Rituals and phase transitions
Sensible orientation aids are particularly important for elementary school children. Here you can find out what rituals can achieve, what makes them special and which creative and proven rituals are worthwhile for your lessons.
Why elementary school children in particular need rituals
Fixed rituals and habits are a basic need for all of us. They help us to find an inner rhythm and they comfort and calm us when we are confronted with stress, hectic and new or difficult situations. Such “little constants” are particularly important for children: each stage of development brings with it the need for other rituals. Rituals provide orientation, security and safety.
- They regulate the daily and weekly routine and give rhythm to everyday life.
- They take away fears and promote self-confidence.
- They make it easier to concentrate and increase memory.
They create freedom, stimulate the imagination and help the children to develop their own identity.
For successful learning, children need fixed, recurring structures and thus clear timetables, routines and reliable rules and rituals. There are many possible orientation aids – and they can be easily integrated into everyday primary school life.
Ritualize school lessons in a meaningful way
A ritual in the school context is a constantly (possibly daily) recurring teaching element that is part of the usual structure and that enables school beginners to find their way around during the morning lesson even without a pronounced sense of time or to use fixed structures as to provide guidance.”
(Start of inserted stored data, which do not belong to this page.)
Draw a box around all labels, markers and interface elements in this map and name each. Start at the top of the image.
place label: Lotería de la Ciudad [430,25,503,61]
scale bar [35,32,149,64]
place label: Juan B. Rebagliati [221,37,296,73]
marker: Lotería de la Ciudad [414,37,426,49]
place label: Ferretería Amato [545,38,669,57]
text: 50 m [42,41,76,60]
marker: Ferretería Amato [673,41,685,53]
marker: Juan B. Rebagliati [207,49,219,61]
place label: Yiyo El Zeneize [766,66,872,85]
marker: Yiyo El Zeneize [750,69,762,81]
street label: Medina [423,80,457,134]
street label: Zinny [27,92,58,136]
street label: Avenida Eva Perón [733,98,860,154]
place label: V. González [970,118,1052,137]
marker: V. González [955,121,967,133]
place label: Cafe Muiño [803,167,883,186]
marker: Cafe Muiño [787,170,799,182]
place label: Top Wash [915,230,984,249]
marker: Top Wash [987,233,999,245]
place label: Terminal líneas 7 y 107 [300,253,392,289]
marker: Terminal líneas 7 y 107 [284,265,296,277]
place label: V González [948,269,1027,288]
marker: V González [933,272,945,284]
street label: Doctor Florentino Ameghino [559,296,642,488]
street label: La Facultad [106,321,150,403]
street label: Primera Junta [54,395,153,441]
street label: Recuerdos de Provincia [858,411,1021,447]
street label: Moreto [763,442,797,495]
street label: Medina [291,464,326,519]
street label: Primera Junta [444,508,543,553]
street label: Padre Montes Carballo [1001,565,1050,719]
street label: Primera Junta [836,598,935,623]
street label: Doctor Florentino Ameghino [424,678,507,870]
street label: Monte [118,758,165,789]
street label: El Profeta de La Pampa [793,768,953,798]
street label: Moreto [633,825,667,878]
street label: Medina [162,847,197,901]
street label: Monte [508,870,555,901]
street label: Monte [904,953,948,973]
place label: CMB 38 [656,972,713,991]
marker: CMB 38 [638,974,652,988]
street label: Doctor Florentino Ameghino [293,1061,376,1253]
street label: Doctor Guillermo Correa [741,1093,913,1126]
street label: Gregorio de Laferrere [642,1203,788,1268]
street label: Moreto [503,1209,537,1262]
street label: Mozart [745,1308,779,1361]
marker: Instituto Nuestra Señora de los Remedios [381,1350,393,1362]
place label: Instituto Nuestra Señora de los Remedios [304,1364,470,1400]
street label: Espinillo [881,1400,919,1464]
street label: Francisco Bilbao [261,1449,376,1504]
In practice, there are numerous rituals that have proven very effective. For example, there is the daily planner with colourful symbols for the individual subjects, which you can attach in the classroom so that it is clearly visible. So, the children can always see what’s coming next. In addition, you can write down the date of the day together with the students every morning and pin it on the wall. In this way, you playfully bring them closer to the regularities of the calendar. Morning circles – i.e. storytelling circles – and closing circles are now held at most primary schools and the festivals and holidays in the annual circle are discussed and celebrated with the children. Other “classics” among the everyday school rituals are the daily homework check, the use of reward stamps, the division of class duties and the use of small silence exercises. All of these are examples of rituals that you use to give the children orientation in your lessons.
Practical tips: Creative and proven rituals for your lessons
So that the school day gets off to a good start for the children, you can greet them personally. Wait for your students at the classroom door and greet everyone with an encouraging phrase, such as “I’m glad you’re here.” or “I’m glad to see you.”. In addition, you can gently pat the children on the shoulder or shake their hands.
The daily news paper is a good way to give you an impression of how the students are doing and what they experience outside of school. You sit down together either in the morning or in the farewell circle. Two or three children are allowed to report on their news as “newscasters” per day: What has happened to them since the last chair circle?
Introduce a “secret signal” to get the children’s attention even in busy lessons. So, if you have something important to say or need the children’s full attention for other reasons, a specific sound will play. As soon as the students hear the sound, they stop whatever they are doing and look at you. A possible “secret signal” can be the sound of a wind chime. Be sure to familiarize the students with the wind chime beforehand, pass it through the class and start a playful test run.
To ensure that the children finish their work on time before it is time to clean up, the 5-minute announcer, to which you appoint a different student every day, helps. Shortly before the end of the respective unit, he goes into each learning corner, shows five fingers and explains: “Five minutes left!” After five minutes, ring a bell, bang a gong, or sing a little song. That way the kids know it’s time to clean up.
Another useful helper in everyday school life is a heartache book. To do this, introduce an appropriate notebook that you lay out in the reading or resting corner so that it is accessible to every student. If a child has a problem with a classmate or with the class, they write down their thoughts and observations – as factual as possible – in the grief book. In the last lesson of the week, you will come together in the class council in a seating circle. You (or a student) read out the new entries made in the heartache book during the week. Then those affected have the opportunity to express themselves. Finally, you look for possible solutions or arbitration approaches together. Rules that you agree with the children for disputes, you can write down in the heart book, for example, at the front or on the last page, which are binding for everyone. If you have agreed on certain consequences, you must of course enforce them accordingly.
Incidentally, it is also worth involving the parents in certain rituals. So that the children don’t forget to hand over important messages, for example, you can set up a ” mailbox” together with the parents: You agree that important messages will always be deposited in the bag in a transparent cover intended for this purpose. The parents then take a quick look in their school bag every day and see immediately whether there is a message for them. This saves you, the parents and the children a lot of trouble and spares your nerves – rituals are made for that too.